Dozens of Richmond High students passed out strips of white cloth to people attending the community-healing rally on Tuesday. People tied the cloth around their arms to show solidarity with the 15-year-old student who was raped on campus last week. Neither the girl nor her family attended the event, but she sent a message of thanks to the many who have prayed for her.
Richmond teacher Armando Torres opened the ceremony with a blessing in the four directions of the compass and the sonorous drone of a conch shell.
After the conch shell sounded for the fourth time, there was a series of more than 30 performances, including student jazz-dance groups, indie bands, speeches from city officials, spoken word, stepping, cultural dances and a cappella singing. More than 300 students, parents, teachers, citizens and community leaders attended the event.
Nicolas James, director of special projects for Youth Together told the crowd, “We are here to show the best of ourselves.”
Girls dressed in white tops and skirts performed a choreographed routine to Michael Jackson’s “Man in the Mirror.” The jazz-dance classes started practicing for the event just three days ago.
“It’s part of the healing process,” said dance teacher Vicky Tukeva. “It’s a way for students to express their anger and frustrations in a creative way.”
Richmond Mayor Gayle McLaughlin urged people not to stereotype Richmond youth. “Our youth need to be elevated,” McLaughlin said.
Dozens of reporters weaved among the audience to secure the best views and ask participants for statements. Many students wore yellow strips of cloth around their arms to indicate their willingness to be interviewed.
The students said they want to send a clear message to the nation. Kevin Gill, 15, said, “We are not bad students. Something like this can happen anywhere. We are here to show that Richmond cares and that violence is wrong.”
Former Richmond High music teacher, Israel Sims, 40, stressed the need for the city to heal. Sims said of the girl, “She was my student. We are all victims, the perpetrators and the girl. The community needs to be more aggressive getting things happening in Richmond that would allow the youth to grow and feel a part of Richmond.”
Teachers and students from neighboring schools came to show their support. Helms Community Middle School principal, Rachel Bartlett-Preston, said, “It affects all of our community. The victims and the suspects were all Helms students so we share it all – the pains and joys.”
Nine people from Huntsville, Alabama, representing the National Association for the Prevention of Starvation, performed a cappella songs in support of Richmond High. They were on a missionary tour on the West Coast when they heard about the assault and contacted the school to see if they could help.

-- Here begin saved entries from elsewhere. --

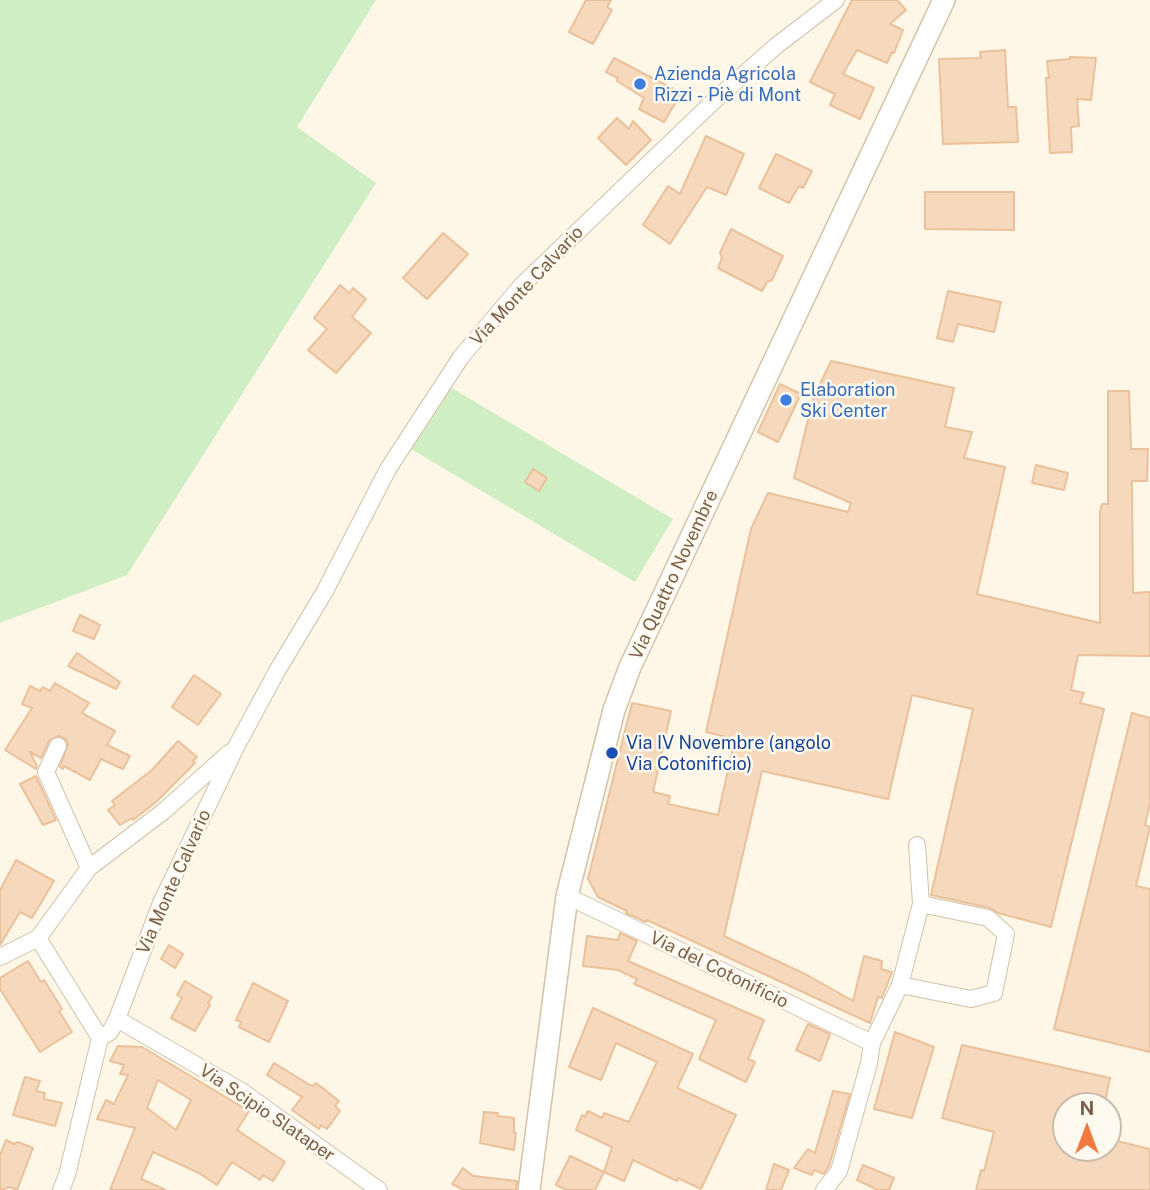 <!DOCTYPE html>
<html>
<head>
<meta charset="utf-8">
<style>
  body { margin:0 }
  #map { position:relative; width:1150px; height:1190px; overflow:hidden; background:#fef7e7; font-family:"Public Sans",sans-serif }
  canvas { display:block }
  .north { position:absolute; left:1052px; top:1092px; width:70px; height:70px; box-sizing:border-box; background:#fffaef; border:2px solid #cabcac; border-radius:50%; rotate:0deg; font-size:19px; font-weight:700; line-height:28px; text-align:center; color:#7b5f48 }
  .north::after { content:''; display:block; margin:auto; width:24px; height:32px; background:#f27a41; clip-path:polygon(50% 0,100% 100%,50% 72%,0 100%) }
</style>
</head>
<body>
<div id="map">
<canvas width="1150" height="1190"></canvas>
<div class="north">N</div>
</div>
<script>
const ctx = document.querySelector('canvas').getContext('2d');
ctx.lineJoin = 'round';
function fillPath(path, color) { ctx.fillStyle = color; ctx.fill(path, 'evenodd'); }
function stroke(path, color, width, dash) { ctx.strokeStyle = color; ctx.lineWidth = width; ctx.lineCap = dash ? 'butt' : 'round'; ctx.setLineDash(dash || []); ctx.stroke(path); }
function drawText(font, color, halo, rows, align = 'center') {
  ctx.font = font + ' "Public Sans",sans-serif'; ctx.lineWidth = 5; ctx.setLineDash([]); ctx.textBaseline = 'middle'; ctx.strokeStyle = halo; ctx.fillStyle = color; for (const [text, x, y, turn = 0] of rows) {
    ctx.save(); ctx.translate(x, y); ctx.rotate((+turn || 0) * Math.PI / 180); ctx.textAlign = isNaN(turn) ? turn : align; if (halo) ctx.strokeText(text, 0, 0); ctx.fillText(text, 0, 0); ctx.restore();
  }
}
fillPath(new Path2D(`
  M0,0H376L297,127L376,183L127,575L0,623Z
  M450,387L673,519L635,582L411,449Z`), '#d0eec3');
const building = new Path2D(`
  M586,0H611L607,7L612,10L593,44L569,32Z
  M852,0H897L906,10L890,24L903,30L894,53L892,52L887,63L857,50L843,74L874,88L860,119L830,105L835,94L810,82Z
  M1005,50L1008,107H1016L1018,142L943,144L939,59L981,58L980,52Z
  M1070,57L1096,58L1091,100L1077,99L1079,126L1071,127L1072,152L1050,153L1046,78H1049L1047,61L1070,59Z
  M614,58L681,93L664,122L639,109L644,98L617,81L618,78L606,72Z
  M617,118L629,129L633,121L651,140L626,165L598,138Z
  M706,136L744,154L726,195L707,187L670,244L643,225L668,186L680,194Z
  M776,154L812,171L803,188L799,186L789,203L759,188Z
  M925,192H1014V230L925,229Z
  M731,229L783,256L772,280L767,282L762,291L718,268L722,258L720,253Z
  M443,233L468,254L427,299L403,278Z
  M340,285L349,293L353,288L366,299L352,317L371,333L336,373L308,350L327,329L314,318Z
  M948,291L1001,302L994,332L958,324L953,342L937,338Z
  M831,361L954,388L945,427L972,432L964,458L1005,467L977,594L1100,623V512L1102,504H1108V391H1129L1131,449H1148L1147,481H1132L1133,593L1150,592V656L1078,655L1071,690L1084,693L1080,703L1104,709L1051,927L998,913L990,908L931,895L973,709L912,695L888,799L762,771L724,936L807,975L853,1001L864,956L882,961L881,969L892,972L882,998L878,997L870,1023L647,920L646,922L626,913L627,911L598,897L588,879L632,703L671,711L653,792L670,796L668,804L718,815L735,739L706,732L751,529L768,493L848,512L851,503L794,478L813,399Z
  M780,384L801,394L778,442L758,432Z
  M1036,465L1068,473L1064,490L1032,483Z
  M533,469L547,478L539,491L525,482Z
  M80,615L100,625L94,639L73,631Z
  M77,653L120,682L116,689L68,666Z
  M194,675L221,694L198,725L172,707Z
  M55,683L89,703L82,713L115,731L107,745L130,756L123,769L101,759L90,780L64,766L63,769L60,767L68,744L66,739L58,736L49,741L41,758L30,752L37,766L36,769L5,750L32,708L22,704L30,686L40,691L43,687L50,691Z
  M1132,713L1150,718V803L1145,825L1150,827L1136,886L1150,889V1052L1054,1029Z
  M178,741L197,757L193,761L195,763L156,802L133,820L132,818L120,825L108,810L115,805L112,801L152,770Z
  M36,776L56,820L43,825L20,784Z
  M16,860L54,881L32,918L20,912L0,945V890Z
  M620,933L637,941L628,961L764,1020L748,1059L755,1062L746,1082L699,1059L716,1020L634,984L637,979L618,970L583,966L587,936L618,940Z
  M169,945L183,954L175,968L161,959Z
  M28,961L41,982L44,980L62,1009L59,1011L72,1032L40,1052L0,989V978Z
  M185,981L212,997L208,1003L210,1005L195,1031L171,1018L182,998L177,995Z
  M253,983L288,1001L269,1042L239,1027L241,1022L236,1020Z
  M593,1008L693,1054L677,1088L736,1115L701,1189L678,1178L677,1181L633,1160L624,1181L604,1172L612,1147L576,1130L582,1115L585,1117L588,1111L602,1118L604,1113L629,1122L657,1062L616,1043L601,1080L569,1067Z
  M808,1024L830,1034L820,1061L796,1050Z
  M895,1032L934,1047L912,1118L874,1109Z
  M962,1045L1110,1078L1104,1106H1066V1148H1108V1139L1150,1149V1190H976L981,1170L984,1171L994,1132L942,1118Z
  M118,1046L142,1047L249,1111L237,1130L285,1162L273,1181L263,1175L260,1180L232,1162L217,1185L199,1173L153,1152L141,1179L166,1190H110L135,1128L97,1119L106,1100L114,1104L128,1075L120,1074L124,1065L110,1061ZM158,1080L191,1100L176,1130L147,1108Z
  M274,1063L310,1085L313,1086L316,1083L339,1101L335,1106L340,1111L327,1129L321,1125L319,1129L292,1110L302,1097L267,1075Z
  M25,1077L40,1081L36,1091L45,1093L44,1099L62,1103L55,1126L13,1115Z
  M833,1091L850,1094L829,1166L824,1174L814,1170L812,1175L794,1168L808,1149L815,1153Z
  M484,1112L498,1113V1116L514,1118V1133H516L514,1150L480,1143Z
  M6,1140L14,1144L18,1142L33,1148L17,1190L10,1187L0,1190V1155Z
  M570,1156L604,1172L595,1190H567L556,1185Z
  M774,1164L789,1170L781,1190H766Z
  M863,1165L894,1178L889,1190H878L857,1180Z
  M463,1168L473,1176L517,1181L516,1190H464L452,1184Z`);
fillPath(building, '#f6d9bc');
stroke(building, '#eac19a', 2);
const minor = new Path2D(`
  M58,746L46,772L89,868
  M567,896L872,1043
  M38,938L100,1038
  M0,957L38,938L89,868L164,811L229,753
  M900,985L971,999L994,993L1006,934L988,918L921,904
  M117,1019L243,1092L379,1190
  M61,1190L67,1175L100,1038L110,1032L117,1019L161,903L236,747L277,671L325,591L388,469L461,357L522,285L717,98L776,46L836,0
  M824,1190L839,1171L869,1063L872,1043L900,985L921,904L917,845`);
const secondary = new Path2D(`
  M529,1190L567,896L614,710L630,667L944,0`);
stroke(minor, '#d2c0ab', 18);
stroke(secondary, '#d5c1a8', 24);
stroke(minor, '#fff', 16);
stroke(secondary, '#fff', 21);
for (const [x, y, r, color] of [
  [640,84,7,"#3f7fe0"],
  [786,400,7,"#3f7fe0"],
  [612,753,7,"#1a4fb4"]
]) { const dot = new Path2D(); dot.arc(x, y, r, 0, 2 * Math.PI); ctx.fillStyle = color; ctx.fill(dot); stroke(dot, '#fffaef', 2.5); }
drawText('18px', '#366cbe', '#fffaef', [
  ["Azienda Agricola",654,74],
  ["Rizzi - Piè di Mont",654,95],
  ["Elaboration",800,390],
  ["Ski Center",800,411]
], 'left');
drawText('18px', '#7b5f48', '#fffaef', [
  ["Via Monte Calvario",527,286,-47],
  ["Via Quattro Novembre",674,575,-65],
  ["Via Monte Calvario",174,882,-66],
  ["Via del Cotonificio",719,970,26],
  ["Via Scipio Slataper",267,1113,34]
]);
drawText('18px', '#164399', '#fffaef', [
  ["Via IV Novembre (angolo",626,743],
  ["Via Cotonificio)",626,764]
], 'left');
</script>
</body>
</html>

They performed a song in Tongan called, “Chindi Chamana,” which means “time is running out.”
Coach Rich Kinney and security staff Charles Johnson each sang a solo to the applause of students and parents.
“A lot of people I normally don’t see coming together are united,” said 16-year-old Richmond High student Stephanie Avendano. “Students and teachers are hand-in-hand helping each other move forward.”
Parent Isabel Mena, 50, said she came to support the girl’s parents.
“It affects me as a parent very much,” Mena said, “because I have two girls and two boys and I don’t ever want them to be in that situation.”
By the time Pastor Jim Wheeler of the girl’s church read a statement from her, the field was aglow with orange light from the candles.
“We realized people are angry about this,” Pastor Wheeler read. “Let the anger cause change, change that is necessary to keep our children, our neighbors, and our friends safe.”
Brittney Wiley, 15, described the event as, “spiritual, enlightening, soothing, and joyful.” Wiley said she imagines her friend, the girl for whom all these people came together, looking around and saying: “Are you serious? You guys did all this for me?”